Polychromatic Propagations

Prysm has a long heritage solving the monochromatic problem very quickly. However, it used a brute force ‘propagate and interpolate’ approach to solving the polychromatic problem. v0.19 offers large speedup by using matrix triple product DFTs to perform polychromatic propagations. This results in forward model times that are significantly faster, and clearer code when propagating to a grid for a detector.
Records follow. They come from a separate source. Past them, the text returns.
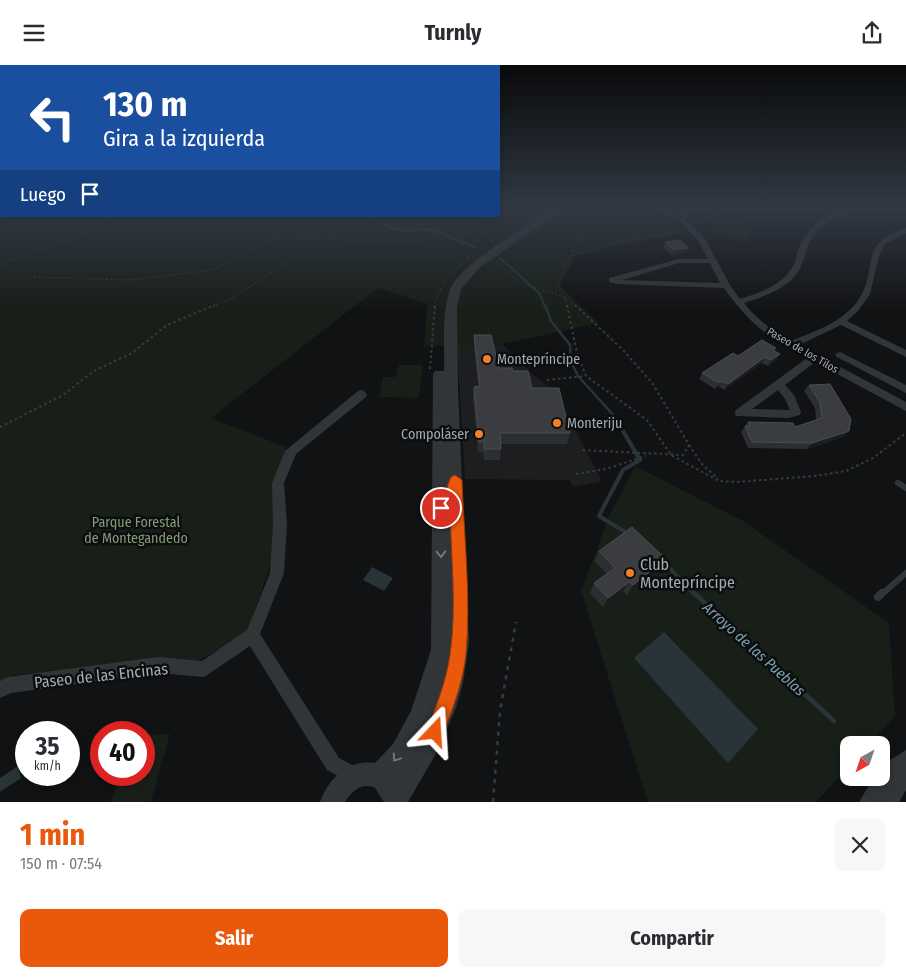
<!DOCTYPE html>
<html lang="es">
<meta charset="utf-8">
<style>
:root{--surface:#fff;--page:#f7f7f7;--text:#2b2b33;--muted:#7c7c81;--accent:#ea580c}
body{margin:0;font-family:"Fira Sans Condensed",sans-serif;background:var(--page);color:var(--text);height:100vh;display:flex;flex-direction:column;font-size:19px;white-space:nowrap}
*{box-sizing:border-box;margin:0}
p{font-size:16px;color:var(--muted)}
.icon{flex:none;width:28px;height:28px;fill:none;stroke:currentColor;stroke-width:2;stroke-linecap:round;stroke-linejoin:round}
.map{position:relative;height:737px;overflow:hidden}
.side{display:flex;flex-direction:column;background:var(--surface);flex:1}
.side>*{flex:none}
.top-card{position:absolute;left:0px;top:0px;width:500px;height:152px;box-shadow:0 2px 8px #0003;background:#1a4fa0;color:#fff;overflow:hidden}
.needle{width:32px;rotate:220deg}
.tools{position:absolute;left:840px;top:671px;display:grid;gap:10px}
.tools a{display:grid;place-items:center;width:50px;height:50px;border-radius:10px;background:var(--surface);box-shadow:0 2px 8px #0003;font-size:25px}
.speed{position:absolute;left:15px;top:656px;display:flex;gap:10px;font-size:25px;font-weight:700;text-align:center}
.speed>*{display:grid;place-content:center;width:65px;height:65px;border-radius:50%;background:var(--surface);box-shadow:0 2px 8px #0003;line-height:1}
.speed small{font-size:12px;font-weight:400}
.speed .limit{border:8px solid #d22;background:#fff;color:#111}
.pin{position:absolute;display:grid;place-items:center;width:42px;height:42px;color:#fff;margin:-21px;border:2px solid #fff;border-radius:50%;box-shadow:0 1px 5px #0007}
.me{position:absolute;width:55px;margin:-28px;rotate:20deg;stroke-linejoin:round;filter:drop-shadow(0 0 4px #0008)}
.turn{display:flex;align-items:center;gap:18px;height:105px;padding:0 20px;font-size:22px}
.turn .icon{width:65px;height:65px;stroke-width:2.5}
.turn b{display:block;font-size:35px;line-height:42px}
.then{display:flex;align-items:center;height:48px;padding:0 20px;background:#0003;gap:10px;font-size:19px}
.round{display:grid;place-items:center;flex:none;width:52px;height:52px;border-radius:10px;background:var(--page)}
.summary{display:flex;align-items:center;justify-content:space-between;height:85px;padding:0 20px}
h1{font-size:30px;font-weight:700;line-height:38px;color:var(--accent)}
.cta{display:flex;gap:10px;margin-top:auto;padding:10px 20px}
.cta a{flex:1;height:58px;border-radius:10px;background:var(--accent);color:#fff;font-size:20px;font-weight:700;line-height:58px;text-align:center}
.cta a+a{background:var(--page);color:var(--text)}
header{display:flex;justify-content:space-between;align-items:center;height:65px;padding:0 20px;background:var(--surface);font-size:22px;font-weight:700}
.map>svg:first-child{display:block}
.built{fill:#1d1e20}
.green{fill:#181e18}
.water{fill:#283437}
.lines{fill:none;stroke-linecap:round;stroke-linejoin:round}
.stream-far3{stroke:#283437;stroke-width:2}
.stream-far2{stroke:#283437;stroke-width:2.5}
.stream-far1{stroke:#283437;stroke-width:4}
.stream{stroke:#283437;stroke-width:4.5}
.path-far2{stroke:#383c3f;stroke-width:1;stroke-dasharray:2 2.5;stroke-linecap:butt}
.path-far1{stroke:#383c3f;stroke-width:2;stroke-dasharray:2.5 3;stroke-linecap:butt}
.path{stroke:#383c3f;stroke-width:2.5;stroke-dasharray:4 5.5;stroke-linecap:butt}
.service-far1{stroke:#323538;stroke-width:6}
.service{stroke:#323538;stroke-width:8}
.minor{fill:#323538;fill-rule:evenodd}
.tertiary{fill:#323538;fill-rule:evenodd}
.wall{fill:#2d2e31}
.shaded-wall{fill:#1c1d1f}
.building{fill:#3a3c3f;stroke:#4a4e51}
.oneway{stroke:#70767c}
.route{fill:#ea580c;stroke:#983908}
.poi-dot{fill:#f2802b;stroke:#0d0d0e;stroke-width:2}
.labels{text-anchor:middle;stroke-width:5;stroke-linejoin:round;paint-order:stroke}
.far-street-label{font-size:11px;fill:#a3acb4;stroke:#0d0d0e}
.poi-label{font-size:14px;fill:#a3acb4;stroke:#0d0d0e;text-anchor:start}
.park-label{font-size:14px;fill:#809f79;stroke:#0d0d0e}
.water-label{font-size:15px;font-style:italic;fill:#79a3b0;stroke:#0d0d0e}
.near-poi-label{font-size:16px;fill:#a3acb4;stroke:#0d0d0e;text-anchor:start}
.near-street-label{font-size:16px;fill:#a3acb4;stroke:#0d0d0e}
</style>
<header><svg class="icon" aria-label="menu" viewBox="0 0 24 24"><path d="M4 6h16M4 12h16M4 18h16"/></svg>Turnly<svg class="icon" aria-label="share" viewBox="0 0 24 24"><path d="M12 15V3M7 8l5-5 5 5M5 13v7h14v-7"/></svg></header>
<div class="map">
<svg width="906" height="737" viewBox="0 0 906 737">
<rect width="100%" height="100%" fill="#111213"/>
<path class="built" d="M502 279 531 308 555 327 602 416 573 422 570 415 465 414 457 280Z"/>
<path class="green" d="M0 143 1 151H499V143H650L689 168 649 174 575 191 560 221 599 258 502 279 424 281 427 239 378 223 211 353 286 382 272 495 246 571 197 596 14 610 0 616Z
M718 153 754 162 745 177 709 166Z
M399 300H423L419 333 379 332 383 312H396Z
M635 401 743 456 889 558 895 651 869 680H849V702L816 737H648L581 526 610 449Z
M170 669 151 737H111L120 710H144V670Z"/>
<path class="water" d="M372 502 393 513 384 526 363 515Z
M664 567 758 664 728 698 634 593Z
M18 701 21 713 0 727V713Z"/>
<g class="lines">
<path class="stream-far3" d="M370 151 391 163 405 166 424 164 436 166 476 183
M500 193 540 229 545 242"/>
<path class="stream-far2" d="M545 240 551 256 570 280 571 297 578 311 615 352 624 368"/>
<path class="stream-far1" d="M623 366 640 395 623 405 599 451 627 468
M662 495 695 530"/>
<path class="stream" d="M694 528 834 656"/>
<path class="path-far2" d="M613 143 665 155
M499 145 502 143
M697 158 734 143
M469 160 494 177
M471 160 488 151
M315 163 357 178H417L444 162 462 157
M572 191 582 164 581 143
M468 193V188L461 176 469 160 462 157 473 151
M497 197C507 208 519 217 533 222 552 229 560 227 576 242
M0 199 72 173 112 151
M34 212 131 215 212 205 268 175 309 172 336 173
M212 242 233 233 278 203 315 163 307 151
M434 242C440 217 456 202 475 188
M567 242 565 231 557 221 566 199 572 191 615 178 682 166"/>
<path class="path-far1" d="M567 240 577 288 586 311 647 355 671 390 719 416 737 417 815 411 846 406 873 393 906 368
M575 240 624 286 653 319 689 380 683 390 581 385
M430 304 435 240
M547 315 586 311
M0 362 63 330 94 306 132 288 167 260 215 240
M689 380 702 399 718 414
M576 409 606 404 646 391"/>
<path class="path" d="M493 737 500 646 516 557"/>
<path class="service-far1" d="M898 418 906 423
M881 530 906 508"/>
<path class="service" d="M878 532 882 528"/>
<path class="minor" d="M656 143H664L680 152 688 143H695L685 155 704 172 730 220 740 234C758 228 778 222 790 206 795 200 796 192 798 185 806 163 830 143 853 143 841 153 825 156 815 169 807 178 806 190 801 201 792 223 765 231 744 238 757 254 773 267 791 276 815 266 844 257 859 234 879 203 857 178 906 163V168L885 179 879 191 870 229 858 246 847 256 906 285V292L841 260 799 280 906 337V346L815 297 785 320 794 330 801 347 800 350 788 353 736 351 735 348 736 345 807 293C768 272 750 260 724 223L616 219 609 217V213L679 194H708L698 175 679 156ZM679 198H710L720 218 622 215ZM778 325 785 334 790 345 752 344Z
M840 287 906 320V328L837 292 835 290 837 288Z
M362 325 367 329 366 332 296 389 284 418 287 459 284 508 260 569 339 693 361 705 364 711 361 717 355 720 327 705 250 581 204 612 158 608 11 628 0 633V616L8 612 158 592 202 596 247 565 270 508 273 459 272 418 285 386 358 326Z
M906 685V725L899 737H880L881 734 879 737H859L874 712H881V702L884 699Z"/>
<path class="tertiary" d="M555 143H566L479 203 461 224 457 242 458 324 469 577 463 618 456 643 438 685 408 737H384L375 723C362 717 352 726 345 737H320C329 713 348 694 375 698L393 679 411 646 431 585 433 309 435 306H444C445 280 441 250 450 225 459 199 530 159 555 143Z"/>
</g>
<path class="wall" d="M665 177 686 188 672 190 663 182Z
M474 270 499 303 513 306 532 323 570 368 567 379H501V384L500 395H484L483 387H478L473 333 474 322H478L474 281Z
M774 286 776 295 768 301 762 298 724 325 718 321 715 324 699 314 702 308 738 291Z
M809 320 849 366 843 372 807 384 748 383 741 367 748 357 795 362 816 355 815 343 804 326Z
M599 486 666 494 659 504 627 530 623 526 603 542 590 528 594 518 607 509 594 496Z"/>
<path class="shaded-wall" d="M688 183 686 188 672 190 674 185Z
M780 289 776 295 768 301 771 295Z
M765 292 762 298 724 325 728 319Z
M722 316 718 321 715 324 719 318Z
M849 366 843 372 807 384 812 378Z
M666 494 659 504 627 530 633 520Z
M629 517 623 526 603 542 608 533Z"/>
<path class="building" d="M680 175 688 183 674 185 665 177Z
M474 270H491L499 303H512L513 306H528L532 323H559L570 368H500L501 384H484V376L479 377 474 322 480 321Z
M762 275 776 283 773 285 780 289 771 295 765 292 728 319 722 316 719 318 702 308 733 288 738 291Z
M830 319 851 354 849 366 812 378 752 377 745 361H750L748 357 793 358 795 362 822 353 820 337 809 320Z
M632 462 666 494 633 520 629 517 608 533 594 518 615 503 599 486Z"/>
<defs><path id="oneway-chevron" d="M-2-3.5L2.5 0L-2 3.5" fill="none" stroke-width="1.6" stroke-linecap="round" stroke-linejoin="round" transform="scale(1.25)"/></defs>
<g class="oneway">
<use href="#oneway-chevron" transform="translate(441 489) rotate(89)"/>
<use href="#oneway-chevron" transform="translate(396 693) rotate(124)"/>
</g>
<linearGradient id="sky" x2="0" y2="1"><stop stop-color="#090a0a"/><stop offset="0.58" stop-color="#323944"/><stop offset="1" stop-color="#323944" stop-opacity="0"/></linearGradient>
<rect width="906" height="246" fill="url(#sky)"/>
<path class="route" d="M455 410 462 415C464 471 471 533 466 589 463 618 452 646 441 674L435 676 429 674 426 667C436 642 446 617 450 590 457 542 451 491 450 443L441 448 434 443 442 435 451 412Z"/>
<g class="poi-dot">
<circle cx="487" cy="294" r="5"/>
<circle cx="557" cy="358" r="5"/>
<circle cx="479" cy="369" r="5"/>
<circle cx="630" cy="508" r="5"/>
</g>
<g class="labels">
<g class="far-street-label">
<text transform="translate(803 285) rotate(30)" y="4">Paseo de los Tilos</text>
</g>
<g class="poi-label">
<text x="497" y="299">Montepríncipe</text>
<text x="567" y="363">Monteriju</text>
<text x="469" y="374" text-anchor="end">Compoláser</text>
</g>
<g class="park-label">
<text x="136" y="462">Parque Forestal<tspan x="136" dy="16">de Montegandedo</tspan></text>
</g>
<g class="water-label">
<text transform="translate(754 584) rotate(42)" y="5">Arroyo de las Pueblas</text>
</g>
<g class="near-poi-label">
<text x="640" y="505">Club<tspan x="640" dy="18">Montepríncipe</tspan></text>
</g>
<g class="near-street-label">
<text transform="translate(101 610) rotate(-6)" y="6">Paseo de las Encinas</text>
</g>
</g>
</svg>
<div class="tools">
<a><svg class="needle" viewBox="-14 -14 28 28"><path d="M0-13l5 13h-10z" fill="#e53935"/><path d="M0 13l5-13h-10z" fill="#7c7c81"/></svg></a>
</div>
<div class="speed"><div>35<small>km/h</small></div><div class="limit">40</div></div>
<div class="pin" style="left:441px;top:443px;background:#d93025"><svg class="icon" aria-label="arrive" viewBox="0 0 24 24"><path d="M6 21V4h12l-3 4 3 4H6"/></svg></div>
<svg class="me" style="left:435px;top:667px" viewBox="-20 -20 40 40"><path d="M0-17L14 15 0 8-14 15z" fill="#ea580c" stroke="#fff" stroke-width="4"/></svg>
<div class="top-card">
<div class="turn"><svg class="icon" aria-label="left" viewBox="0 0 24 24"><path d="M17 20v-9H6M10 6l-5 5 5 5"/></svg><div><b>130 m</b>Gira a la izquierda</div></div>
<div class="then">Luego<svg class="icon" aria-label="arrive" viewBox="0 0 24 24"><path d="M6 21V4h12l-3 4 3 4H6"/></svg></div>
</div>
</div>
<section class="side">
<div class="summary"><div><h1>1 min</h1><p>150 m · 07:54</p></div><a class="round"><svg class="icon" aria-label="close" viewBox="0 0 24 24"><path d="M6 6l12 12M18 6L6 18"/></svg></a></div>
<div class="cta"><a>Salir</a><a>Compartir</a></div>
</section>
This notebook shows in the fewest possible lines the speedup by using a zero OPD circular pupil under nine discrete wavelengths. It also shows propagating to a detector grid.

[1]:
from operator import add
from functools import reduce

import numpy as np

from matplotlib import pyplot as plt

from prysm import Pupil, PSF
from prysm.propagation import focus_units, Wavefront
[2]:
wvls = np.linspace(.4, .7, 9) # 400 to 900 nm, 9 wavelengths
pups = [Pupil(wavelength=w, samples=512) for w in wvls]

The old way

[3]:
%%timeit
psfs = [PSF.from_pupil(pup, efl=1, Q=2) for pup in pups]
poly_psf = PSF.polychromatic(psfs)
2.32 s ± 121 ms per loop (mean ± std. dev. of 7 runs, 1 loop each)
[4]:
# the new way - setup for equivalence of output
x, y = focus_units(pups[0].fcn, pups[0].sample_spacing, 1, wvls[0], 2)
sample_spacing = x[1] - x[0]

The new way

[5]:
%%timeit
psf_fields = [p.astype(Wavefront)\
              .focus_fixed_sampling(efl=1, sample_spacing=sample_spacing, samples=1024) for p in pups]
psf_intensities = [abs(w.fcn)**2 for w in psf_fields]
poly_psf2 = PSF(x=x, y=y, data=reduce(add, psf_intensities))
458 ms ± 6.07 ms per loop (mean ± std. dev. of 7 runs, 1 loop each)

In this simple example, the new way is about 4x faster. In this case, the simulation was done at Q=2 for all colors in the ‘old’ polychromatic way. This results in some numerical errors, where the new way is error free. At larger Qs the old way will have improved accuracy, but also increased computation time. To show the true power of the new way, we will compare old and new for Q=8, and use the flexibility of the matrix triple product to compute a smaller output domain:

the old (high oversampling):

[6]:
%%timeit
psfs = [PSF.from_pupil(pup, efl=1, Q=8) for pup in pups]
poly_psf3 = PSF.polychromatic(psfs)
48.8 s ± 265 ms per loop (mean ± std. dev. of 7 runs, 1 loop each)
[7]:
# the new way - setup for equivalence of output
x, y = focus_units(pups[0].fcn, pups[0].sample_spacing, 1, wvls[0], 8)
sample_spacing = x[1] - x[0]

the new (high oversampling)

[8]:
%%timeit
psf_fields = [p.astype(Wavefront)\
              .focus_fixed_sampling(efl=1, sample_spacing=sample_spacing, samples=256) for p in pups]
psf_intensities = [abs(w.fcn)**2 for w in psf_fields]
poly_psf4 = PSF(x=x, y=y, data=reduce(add, psf_intensities))
103 ms ± 4.06 ms per loop (mean ± std. dev. of 7 runs, 1 loop each)

The parameters of this second example are not particularly relevant outside coronagraphy or simulation study of astronomical instrumentation due to the large Q, but we see a nearly 500x speedup for use of the matrix triple product.

While the output data is not strictly the same since the matrix triple product is computed over a smaller domain, their value is the same since we do not care about the region far from the core of the PSF. This speedup allows computations that may require a supercomputer to be done on a laptop.